Efficacy and safety of sodium glucose co‐transport‐2 inhibitors in type 2 diabetes: a meta‐analysis of randomized clinical trials

Aims Sodium glucose co‐transport‐2 ( SGLT ‐2) inhibitors, a new class of glucose‐lowering agents, reduce tubular glucose reabsorption, producing a reduction of blood glucose without stimulating insulin release. The aim of the present meta‐analysis is the assessment of the overall efficacy and safety profile of these drugs. Methods A meta‐analysis was performed including all trials with a duration of at least 12 weeks, comparing a SGLT ‐2 inhibitor with a non‐ SGLT ‐2 inhibitor agent in type 2 diabetes. The principal outcome of this analysis was the effect of SGLT ‐2 inhibitors on HbA1c at 12, 24 and 52 weeks.

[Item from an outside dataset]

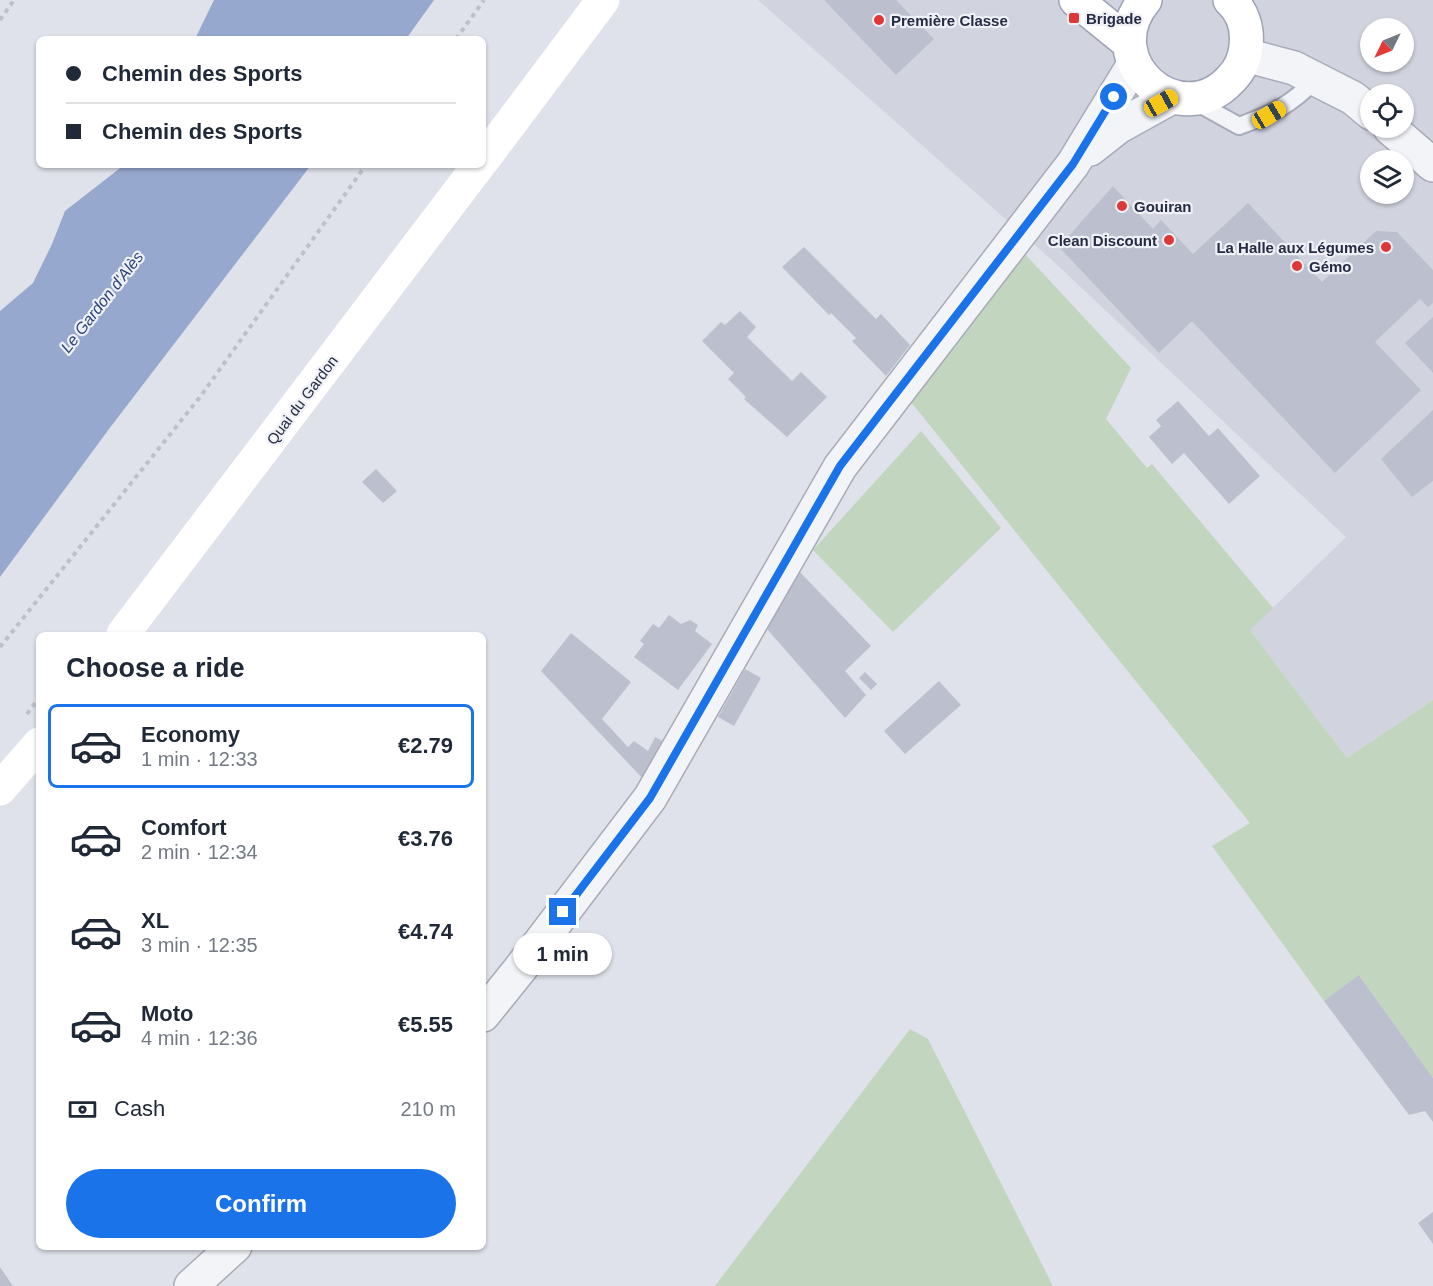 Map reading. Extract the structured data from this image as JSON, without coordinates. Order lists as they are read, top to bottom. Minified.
{"streets":{"main road":["Quai du Gardon"]},"water":["Le Gardon d'Alès"],"places":{"transit":["Brigade"],"other":["Première Classe","Gouiran","Clean Discount","La Halle aux Légumes","Gémo"]},"north":"bottom left","page":{"banner":["Chemin des Sports","Chemin des Sports"],"heading":"Choose a ride","list":[{"name":"Economy","note":"1 min · 12:33","value":"€2.79"},{"name":"Comfort","note":"2 min · 12:34","value":"€3.76"},{"name":"XL","note":"3 min · 12:35","value":"€4.74"},{"name":"Moto","note":"4 min · 12:36","value":"€5.55"}],"bubble":"1 min","pay":["Cash","210 m"],"buttons":"Confirm"}}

Hypoglycaemia, genital and urinary infections were retrieved and combined to calculate Mantel–Haenszel odds ratio ( MH‐OR ). Furthermore, data on body mass index (BMI), endpoint fasting plasma glucose, systolic and diastolic blood pressure, creatinine, hematocrit and lipid profile were collected. Results Among placebo‐controlled trials, HbA1c reduction at 12, 24 and 52 weeks was 0.5 [0.4; 0.6], 0.6 [0.6; 0.5] and 0.6 [0.7; 0.5]%. In placebo‐controlled studies, 24‐week reduction of HbA1c with SGLT ‐2 inhibitors was greater in trials enrolling patients with a lower mean age and duration of diabetes, and a higher baseline BMI , HbA1c and fasting glucose. In placebo‐controlled trials, SGLT ‐2 inhibitors determined a weight loss during the first 24 weeks, which was maintained up to 52 weeks. Conclusions SGLT ‐2 inhibitors are effective in the treatment of type 2 diabetes, providing additional benefits, such as weight loss, reduction of blood pressure and increase in high‐density lipoprotein ( HDL )‐cholesterol. Apart from genital and urinary infections, rather frequent but usually mild, SGLT ‐2 inhibitors appear to be well tolerated.